[Collected data]
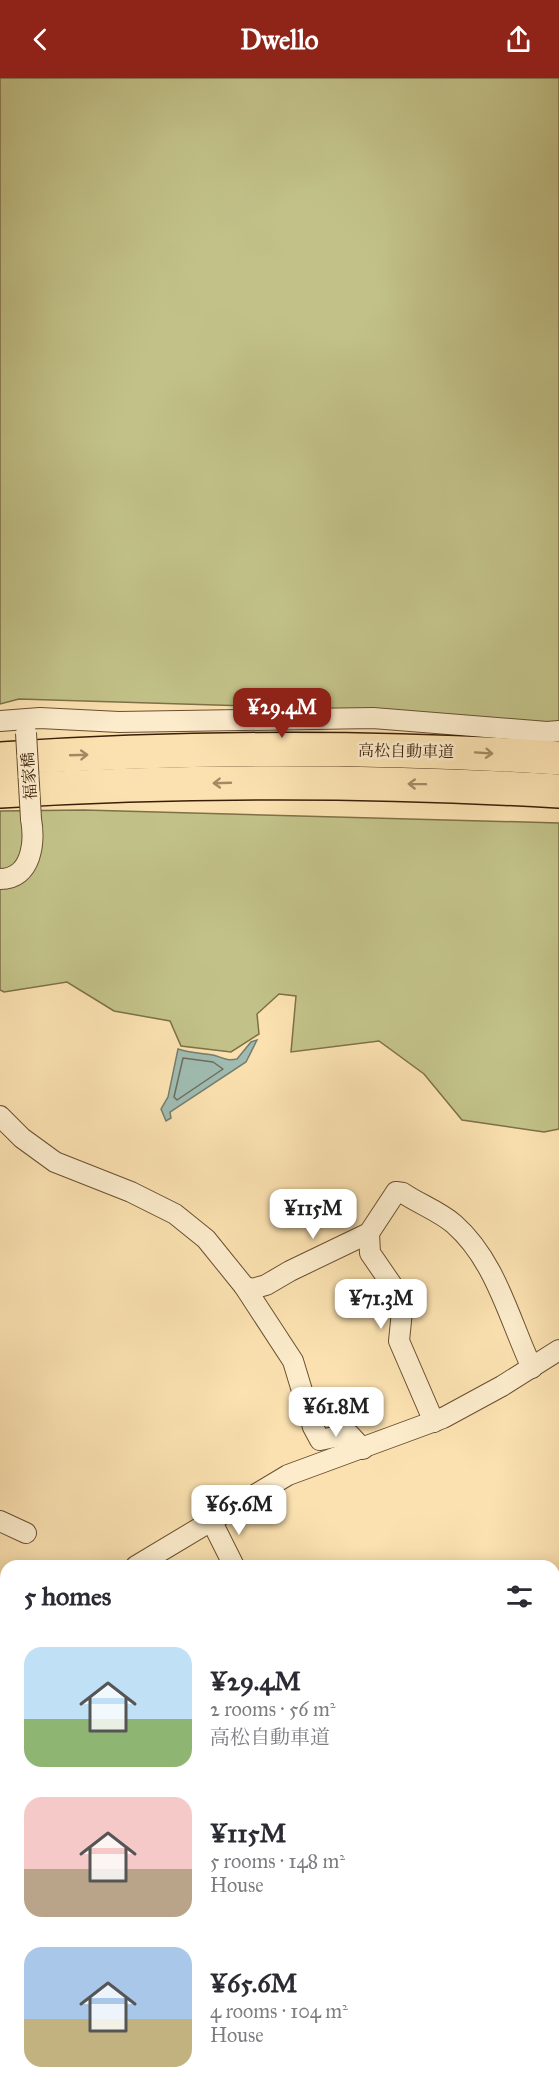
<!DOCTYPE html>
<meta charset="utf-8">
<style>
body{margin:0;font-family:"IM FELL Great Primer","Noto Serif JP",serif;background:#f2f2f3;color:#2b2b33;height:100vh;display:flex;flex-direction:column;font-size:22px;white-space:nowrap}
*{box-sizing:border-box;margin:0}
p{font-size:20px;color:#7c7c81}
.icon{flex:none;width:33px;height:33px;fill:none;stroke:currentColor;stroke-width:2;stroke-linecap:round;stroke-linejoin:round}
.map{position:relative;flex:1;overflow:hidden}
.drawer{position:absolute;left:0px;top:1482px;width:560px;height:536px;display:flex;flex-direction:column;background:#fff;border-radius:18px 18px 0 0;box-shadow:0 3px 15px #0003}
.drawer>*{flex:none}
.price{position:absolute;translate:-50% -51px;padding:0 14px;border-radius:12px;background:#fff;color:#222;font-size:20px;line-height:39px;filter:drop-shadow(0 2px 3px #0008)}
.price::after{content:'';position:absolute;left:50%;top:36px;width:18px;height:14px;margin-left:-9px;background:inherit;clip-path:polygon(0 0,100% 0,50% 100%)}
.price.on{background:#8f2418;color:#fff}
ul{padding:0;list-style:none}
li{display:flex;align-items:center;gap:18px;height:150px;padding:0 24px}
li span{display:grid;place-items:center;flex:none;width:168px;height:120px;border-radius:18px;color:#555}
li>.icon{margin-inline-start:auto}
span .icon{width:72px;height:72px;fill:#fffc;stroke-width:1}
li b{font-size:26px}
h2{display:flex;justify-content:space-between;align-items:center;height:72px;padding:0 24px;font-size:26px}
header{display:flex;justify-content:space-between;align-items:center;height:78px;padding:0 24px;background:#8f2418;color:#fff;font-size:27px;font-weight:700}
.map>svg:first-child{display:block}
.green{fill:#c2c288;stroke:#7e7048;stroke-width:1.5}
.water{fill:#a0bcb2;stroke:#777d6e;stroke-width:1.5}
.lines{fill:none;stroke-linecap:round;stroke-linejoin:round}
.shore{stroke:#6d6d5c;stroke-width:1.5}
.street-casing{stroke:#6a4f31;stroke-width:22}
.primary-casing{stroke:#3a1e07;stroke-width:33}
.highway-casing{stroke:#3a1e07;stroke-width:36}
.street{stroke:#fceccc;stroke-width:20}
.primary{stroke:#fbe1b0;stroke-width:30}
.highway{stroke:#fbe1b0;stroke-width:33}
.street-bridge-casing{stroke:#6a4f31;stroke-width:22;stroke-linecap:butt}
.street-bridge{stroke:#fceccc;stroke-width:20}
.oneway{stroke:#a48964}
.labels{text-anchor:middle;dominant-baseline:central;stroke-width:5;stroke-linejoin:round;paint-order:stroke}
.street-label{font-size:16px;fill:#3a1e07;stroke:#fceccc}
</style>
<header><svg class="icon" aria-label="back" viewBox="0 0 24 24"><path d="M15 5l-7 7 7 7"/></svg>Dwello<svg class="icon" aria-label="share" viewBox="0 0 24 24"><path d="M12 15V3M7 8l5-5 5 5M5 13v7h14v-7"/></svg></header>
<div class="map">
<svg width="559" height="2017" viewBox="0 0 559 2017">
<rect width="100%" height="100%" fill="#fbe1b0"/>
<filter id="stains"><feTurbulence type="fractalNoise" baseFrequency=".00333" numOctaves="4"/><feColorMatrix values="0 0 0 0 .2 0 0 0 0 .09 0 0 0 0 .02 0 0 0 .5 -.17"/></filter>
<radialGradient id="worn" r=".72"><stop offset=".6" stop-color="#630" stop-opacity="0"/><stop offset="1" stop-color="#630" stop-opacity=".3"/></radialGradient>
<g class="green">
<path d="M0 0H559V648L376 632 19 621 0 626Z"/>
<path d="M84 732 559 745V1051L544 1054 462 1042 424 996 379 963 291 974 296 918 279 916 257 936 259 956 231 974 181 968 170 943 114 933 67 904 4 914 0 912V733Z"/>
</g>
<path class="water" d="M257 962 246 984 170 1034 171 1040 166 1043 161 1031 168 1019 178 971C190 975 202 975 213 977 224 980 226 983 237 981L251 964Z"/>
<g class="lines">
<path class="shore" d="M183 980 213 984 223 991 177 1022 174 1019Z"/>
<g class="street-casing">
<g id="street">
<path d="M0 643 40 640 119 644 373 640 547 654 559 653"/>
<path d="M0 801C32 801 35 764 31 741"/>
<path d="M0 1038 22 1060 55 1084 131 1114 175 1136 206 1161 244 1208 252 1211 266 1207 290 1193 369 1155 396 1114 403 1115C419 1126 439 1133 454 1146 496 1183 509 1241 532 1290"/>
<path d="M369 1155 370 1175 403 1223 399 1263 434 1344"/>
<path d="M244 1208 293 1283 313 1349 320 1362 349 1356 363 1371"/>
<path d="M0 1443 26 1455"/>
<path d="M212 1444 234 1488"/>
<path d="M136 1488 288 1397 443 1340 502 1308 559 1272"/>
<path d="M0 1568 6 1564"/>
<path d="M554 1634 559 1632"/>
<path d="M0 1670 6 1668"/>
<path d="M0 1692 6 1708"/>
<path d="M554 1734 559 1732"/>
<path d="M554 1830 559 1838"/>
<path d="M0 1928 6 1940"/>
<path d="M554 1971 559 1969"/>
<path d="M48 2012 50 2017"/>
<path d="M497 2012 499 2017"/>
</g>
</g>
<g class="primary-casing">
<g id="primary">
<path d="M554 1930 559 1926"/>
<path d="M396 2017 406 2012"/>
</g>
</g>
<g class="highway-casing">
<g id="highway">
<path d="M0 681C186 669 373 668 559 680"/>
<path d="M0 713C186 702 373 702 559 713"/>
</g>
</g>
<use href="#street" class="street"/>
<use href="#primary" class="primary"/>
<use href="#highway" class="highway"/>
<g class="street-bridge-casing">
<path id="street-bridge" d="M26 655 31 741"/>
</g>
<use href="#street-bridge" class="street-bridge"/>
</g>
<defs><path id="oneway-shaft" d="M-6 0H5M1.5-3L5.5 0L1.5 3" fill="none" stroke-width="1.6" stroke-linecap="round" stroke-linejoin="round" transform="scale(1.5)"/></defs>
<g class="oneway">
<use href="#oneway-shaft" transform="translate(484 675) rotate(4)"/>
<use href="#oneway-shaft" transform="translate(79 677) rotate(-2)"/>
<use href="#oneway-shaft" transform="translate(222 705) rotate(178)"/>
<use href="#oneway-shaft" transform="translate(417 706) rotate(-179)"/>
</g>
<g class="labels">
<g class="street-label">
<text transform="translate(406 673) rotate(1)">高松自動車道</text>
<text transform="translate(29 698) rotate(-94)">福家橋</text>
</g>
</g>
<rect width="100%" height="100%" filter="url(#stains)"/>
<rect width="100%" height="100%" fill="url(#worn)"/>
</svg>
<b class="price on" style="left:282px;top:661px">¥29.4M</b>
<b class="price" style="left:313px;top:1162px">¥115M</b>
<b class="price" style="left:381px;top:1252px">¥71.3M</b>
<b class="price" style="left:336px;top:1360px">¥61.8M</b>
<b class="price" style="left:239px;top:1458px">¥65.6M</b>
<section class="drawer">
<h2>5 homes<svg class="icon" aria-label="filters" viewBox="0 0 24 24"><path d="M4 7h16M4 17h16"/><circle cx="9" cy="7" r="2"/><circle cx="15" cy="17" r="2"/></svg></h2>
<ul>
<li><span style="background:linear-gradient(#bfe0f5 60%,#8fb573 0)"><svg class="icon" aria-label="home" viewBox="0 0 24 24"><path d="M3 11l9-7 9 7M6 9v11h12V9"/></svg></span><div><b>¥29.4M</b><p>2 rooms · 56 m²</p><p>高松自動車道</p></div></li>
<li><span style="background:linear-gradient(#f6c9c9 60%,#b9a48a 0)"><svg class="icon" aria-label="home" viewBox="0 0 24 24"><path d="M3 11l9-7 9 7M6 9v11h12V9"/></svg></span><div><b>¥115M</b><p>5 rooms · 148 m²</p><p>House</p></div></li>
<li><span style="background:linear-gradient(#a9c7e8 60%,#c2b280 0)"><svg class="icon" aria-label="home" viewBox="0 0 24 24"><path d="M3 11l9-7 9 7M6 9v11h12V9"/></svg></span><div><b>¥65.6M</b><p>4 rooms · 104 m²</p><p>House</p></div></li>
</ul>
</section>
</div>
---
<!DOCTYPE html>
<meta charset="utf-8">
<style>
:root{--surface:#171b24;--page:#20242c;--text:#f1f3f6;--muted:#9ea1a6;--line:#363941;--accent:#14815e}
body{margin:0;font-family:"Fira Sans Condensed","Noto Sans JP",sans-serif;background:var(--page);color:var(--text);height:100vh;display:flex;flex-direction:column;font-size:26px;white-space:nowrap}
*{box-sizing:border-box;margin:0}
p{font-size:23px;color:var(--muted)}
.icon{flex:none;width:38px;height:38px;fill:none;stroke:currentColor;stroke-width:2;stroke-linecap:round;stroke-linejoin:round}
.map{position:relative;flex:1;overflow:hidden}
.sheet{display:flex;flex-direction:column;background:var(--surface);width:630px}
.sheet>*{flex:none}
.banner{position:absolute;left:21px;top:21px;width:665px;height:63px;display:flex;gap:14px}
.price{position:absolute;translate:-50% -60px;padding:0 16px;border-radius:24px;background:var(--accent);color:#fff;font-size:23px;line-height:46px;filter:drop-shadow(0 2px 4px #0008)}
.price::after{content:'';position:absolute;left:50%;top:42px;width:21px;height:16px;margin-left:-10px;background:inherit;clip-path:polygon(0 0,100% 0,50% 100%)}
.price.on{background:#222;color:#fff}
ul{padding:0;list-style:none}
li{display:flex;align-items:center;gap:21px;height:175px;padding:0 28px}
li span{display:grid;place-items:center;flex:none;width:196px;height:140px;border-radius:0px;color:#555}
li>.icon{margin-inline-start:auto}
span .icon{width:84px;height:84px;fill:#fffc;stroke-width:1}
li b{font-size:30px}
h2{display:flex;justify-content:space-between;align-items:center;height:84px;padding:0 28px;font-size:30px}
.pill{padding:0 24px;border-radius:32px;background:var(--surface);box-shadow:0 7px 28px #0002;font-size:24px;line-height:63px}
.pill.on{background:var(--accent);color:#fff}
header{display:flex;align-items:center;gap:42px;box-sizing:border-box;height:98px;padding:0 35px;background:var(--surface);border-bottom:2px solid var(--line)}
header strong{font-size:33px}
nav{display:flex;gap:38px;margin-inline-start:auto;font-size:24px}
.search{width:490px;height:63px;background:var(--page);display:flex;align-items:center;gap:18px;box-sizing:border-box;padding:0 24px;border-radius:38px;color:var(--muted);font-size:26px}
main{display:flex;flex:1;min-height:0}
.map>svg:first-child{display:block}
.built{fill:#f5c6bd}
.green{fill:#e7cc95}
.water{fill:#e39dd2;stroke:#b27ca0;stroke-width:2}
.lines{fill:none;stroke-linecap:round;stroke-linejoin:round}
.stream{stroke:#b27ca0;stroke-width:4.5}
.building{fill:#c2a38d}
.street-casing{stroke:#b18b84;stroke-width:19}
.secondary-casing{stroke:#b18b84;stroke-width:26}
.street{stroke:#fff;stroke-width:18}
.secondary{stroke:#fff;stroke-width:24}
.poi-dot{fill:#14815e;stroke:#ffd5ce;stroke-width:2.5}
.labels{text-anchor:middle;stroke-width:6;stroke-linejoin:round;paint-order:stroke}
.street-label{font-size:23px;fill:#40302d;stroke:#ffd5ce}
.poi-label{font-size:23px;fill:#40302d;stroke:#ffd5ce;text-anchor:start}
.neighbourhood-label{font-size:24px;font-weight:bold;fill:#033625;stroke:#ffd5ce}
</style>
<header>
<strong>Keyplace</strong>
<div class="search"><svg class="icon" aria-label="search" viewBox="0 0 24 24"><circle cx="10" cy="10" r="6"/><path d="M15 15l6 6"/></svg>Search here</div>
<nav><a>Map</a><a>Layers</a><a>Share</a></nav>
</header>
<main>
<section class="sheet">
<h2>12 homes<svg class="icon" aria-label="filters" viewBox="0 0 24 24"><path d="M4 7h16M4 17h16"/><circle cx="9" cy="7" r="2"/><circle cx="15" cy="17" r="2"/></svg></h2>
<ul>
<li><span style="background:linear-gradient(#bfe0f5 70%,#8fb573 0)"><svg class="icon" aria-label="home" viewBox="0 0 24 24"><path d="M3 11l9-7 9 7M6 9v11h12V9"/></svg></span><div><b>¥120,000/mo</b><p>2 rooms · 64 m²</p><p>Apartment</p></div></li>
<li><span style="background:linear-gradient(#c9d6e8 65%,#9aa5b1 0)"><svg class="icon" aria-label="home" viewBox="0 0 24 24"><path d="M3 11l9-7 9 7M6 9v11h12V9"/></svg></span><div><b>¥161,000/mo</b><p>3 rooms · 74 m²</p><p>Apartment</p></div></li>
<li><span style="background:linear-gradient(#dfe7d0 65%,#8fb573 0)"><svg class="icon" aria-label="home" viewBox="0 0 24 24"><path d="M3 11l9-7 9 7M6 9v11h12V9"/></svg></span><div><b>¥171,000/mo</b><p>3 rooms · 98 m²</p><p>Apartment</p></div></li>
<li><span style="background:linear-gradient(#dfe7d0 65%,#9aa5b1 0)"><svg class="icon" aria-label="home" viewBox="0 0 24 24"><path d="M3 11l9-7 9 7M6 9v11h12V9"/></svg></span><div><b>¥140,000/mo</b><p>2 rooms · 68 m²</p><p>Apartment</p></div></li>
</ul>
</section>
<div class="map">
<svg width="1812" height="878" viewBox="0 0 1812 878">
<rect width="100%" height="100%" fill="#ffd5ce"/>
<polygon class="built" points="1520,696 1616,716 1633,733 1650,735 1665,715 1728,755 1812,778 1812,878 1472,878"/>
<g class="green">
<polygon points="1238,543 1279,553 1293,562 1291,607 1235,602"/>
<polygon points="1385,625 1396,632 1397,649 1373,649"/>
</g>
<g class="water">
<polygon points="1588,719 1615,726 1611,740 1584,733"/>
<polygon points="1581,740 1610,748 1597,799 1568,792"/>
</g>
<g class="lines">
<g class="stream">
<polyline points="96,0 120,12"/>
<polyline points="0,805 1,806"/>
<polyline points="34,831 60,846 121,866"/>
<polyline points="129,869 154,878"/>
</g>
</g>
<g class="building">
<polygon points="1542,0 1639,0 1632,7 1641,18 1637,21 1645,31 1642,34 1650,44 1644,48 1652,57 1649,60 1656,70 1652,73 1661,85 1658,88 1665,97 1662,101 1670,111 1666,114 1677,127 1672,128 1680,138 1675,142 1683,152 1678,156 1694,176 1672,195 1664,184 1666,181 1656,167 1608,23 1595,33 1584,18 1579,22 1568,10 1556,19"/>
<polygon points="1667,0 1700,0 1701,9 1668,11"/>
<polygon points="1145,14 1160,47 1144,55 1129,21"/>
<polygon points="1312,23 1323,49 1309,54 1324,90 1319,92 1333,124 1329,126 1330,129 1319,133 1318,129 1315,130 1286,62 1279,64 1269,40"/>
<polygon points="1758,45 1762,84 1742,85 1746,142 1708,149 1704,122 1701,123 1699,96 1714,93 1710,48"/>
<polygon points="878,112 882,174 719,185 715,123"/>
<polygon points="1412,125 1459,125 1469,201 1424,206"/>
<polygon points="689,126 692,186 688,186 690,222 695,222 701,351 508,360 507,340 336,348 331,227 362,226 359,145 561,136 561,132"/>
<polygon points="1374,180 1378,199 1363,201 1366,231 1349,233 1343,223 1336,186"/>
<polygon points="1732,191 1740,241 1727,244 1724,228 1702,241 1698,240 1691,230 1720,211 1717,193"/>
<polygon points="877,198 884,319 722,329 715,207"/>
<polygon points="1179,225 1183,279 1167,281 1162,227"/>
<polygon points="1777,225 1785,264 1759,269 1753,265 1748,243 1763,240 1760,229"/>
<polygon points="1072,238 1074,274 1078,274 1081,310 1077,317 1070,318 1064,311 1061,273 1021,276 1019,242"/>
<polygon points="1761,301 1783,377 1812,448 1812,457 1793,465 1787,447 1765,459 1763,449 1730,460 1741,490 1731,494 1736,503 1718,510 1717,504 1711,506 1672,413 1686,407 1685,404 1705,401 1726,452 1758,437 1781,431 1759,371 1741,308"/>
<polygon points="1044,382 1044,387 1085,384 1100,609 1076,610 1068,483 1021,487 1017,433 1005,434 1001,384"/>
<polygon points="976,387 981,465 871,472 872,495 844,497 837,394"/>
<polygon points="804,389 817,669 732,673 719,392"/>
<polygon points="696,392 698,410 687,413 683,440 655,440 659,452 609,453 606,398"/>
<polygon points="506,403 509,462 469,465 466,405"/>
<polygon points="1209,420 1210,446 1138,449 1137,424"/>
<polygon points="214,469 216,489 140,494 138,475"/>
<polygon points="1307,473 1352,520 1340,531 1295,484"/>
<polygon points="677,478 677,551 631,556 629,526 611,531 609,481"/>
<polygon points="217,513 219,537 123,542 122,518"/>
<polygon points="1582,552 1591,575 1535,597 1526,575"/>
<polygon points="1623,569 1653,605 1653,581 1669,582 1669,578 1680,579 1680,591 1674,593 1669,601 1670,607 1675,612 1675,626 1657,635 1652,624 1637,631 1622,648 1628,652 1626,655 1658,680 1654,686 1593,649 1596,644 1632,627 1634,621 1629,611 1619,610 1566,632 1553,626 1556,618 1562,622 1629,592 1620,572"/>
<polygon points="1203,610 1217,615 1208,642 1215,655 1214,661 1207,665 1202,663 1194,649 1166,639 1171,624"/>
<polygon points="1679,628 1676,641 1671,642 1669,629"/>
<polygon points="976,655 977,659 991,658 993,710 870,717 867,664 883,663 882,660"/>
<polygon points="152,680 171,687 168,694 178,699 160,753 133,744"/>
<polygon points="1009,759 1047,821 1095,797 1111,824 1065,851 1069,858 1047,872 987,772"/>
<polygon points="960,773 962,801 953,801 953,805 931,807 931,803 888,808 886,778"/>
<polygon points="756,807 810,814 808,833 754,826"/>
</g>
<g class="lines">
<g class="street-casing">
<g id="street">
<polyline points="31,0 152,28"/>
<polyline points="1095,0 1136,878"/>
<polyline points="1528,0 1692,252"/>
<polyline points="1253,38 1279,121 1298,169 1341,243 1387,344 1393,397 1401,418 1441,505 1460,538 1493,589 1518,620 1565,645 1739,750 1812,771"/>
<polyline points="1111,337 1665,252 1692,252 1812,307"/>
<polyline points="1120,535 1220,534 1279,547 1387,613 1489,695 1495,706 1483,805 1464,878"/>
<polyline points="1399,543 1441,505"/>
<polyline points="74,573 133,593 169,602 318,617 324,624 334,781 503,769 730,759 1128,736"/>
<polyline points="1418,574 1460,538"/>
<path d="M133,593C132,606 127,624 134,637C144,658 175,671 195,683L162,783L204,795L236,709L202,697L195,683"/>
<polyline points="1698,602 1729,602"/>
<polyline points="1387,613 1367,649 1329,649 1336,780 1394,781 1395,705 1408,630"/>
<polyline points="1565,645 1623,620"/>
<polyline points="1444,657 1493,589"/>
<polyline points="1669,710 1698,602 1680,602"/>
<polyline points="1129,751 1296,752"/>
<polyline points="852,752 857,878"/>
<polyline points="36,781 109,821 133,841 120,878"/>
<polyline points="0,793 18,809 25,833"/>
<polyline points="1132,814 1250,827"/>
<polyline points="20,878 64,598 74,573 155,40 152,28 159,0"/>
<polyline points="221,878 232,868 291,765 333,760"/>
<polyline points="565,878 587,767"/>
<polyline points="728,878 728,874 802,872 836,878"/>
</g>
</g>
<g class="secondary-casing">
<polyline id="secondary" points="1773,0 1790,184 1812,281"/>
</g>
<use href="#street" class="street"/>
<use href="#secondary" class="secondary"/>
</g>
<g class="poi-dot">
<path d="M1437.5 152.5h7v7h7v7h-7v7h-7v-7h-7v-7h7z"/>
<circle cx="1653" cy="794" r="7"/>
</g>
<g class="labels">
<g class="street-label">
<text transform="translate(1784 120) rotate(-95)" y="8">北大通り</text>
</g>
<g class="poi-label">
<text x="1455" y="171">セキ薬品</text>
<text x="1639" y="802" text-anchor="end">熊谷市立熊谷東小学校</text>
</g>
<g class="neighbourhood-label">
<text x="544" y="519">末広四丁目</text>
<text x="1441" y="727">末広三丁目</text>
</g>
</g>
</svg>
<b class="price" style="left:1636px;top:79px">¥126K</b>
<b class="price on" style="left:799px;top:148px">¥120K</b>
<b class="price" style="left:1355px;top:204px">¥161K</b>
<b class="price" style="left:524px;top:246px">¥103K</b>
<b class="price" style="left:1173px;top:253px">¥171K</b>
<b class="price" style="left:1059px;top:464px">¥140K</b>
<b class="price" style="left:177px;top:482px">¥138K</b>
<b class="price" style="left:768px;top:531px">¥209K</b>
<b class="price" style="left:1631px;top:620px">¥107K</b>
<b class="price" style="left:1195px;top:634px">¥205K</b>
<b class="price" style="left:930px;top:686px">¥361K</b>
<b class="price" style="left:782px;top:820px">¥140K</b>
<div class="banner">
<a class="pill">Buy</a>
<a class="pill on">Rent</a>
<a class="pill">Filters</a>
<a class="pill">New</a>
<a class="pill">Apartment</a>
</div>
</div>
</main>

### Task to complete
In the entries above, identify every line with the string "homes".

### Result
<h2>5 homes<svg class="icon" aria-label="filters" viewBox="0 0 24 24"><path d="M4 7h16M4 17h16"/><circle cx="9" cy="7" r="2"/><circle cx="15" cy="17" r="2"/></svg></h2>
<h2>12 homes<svg class="icon" aria-label="filters" viewBox="0 0 24 24"><path d="M4 7h16M4 17h16"/><circle cx="9" cy="7" r="2"/><circle cx="15" cy="17" r="2"/></svg></h2>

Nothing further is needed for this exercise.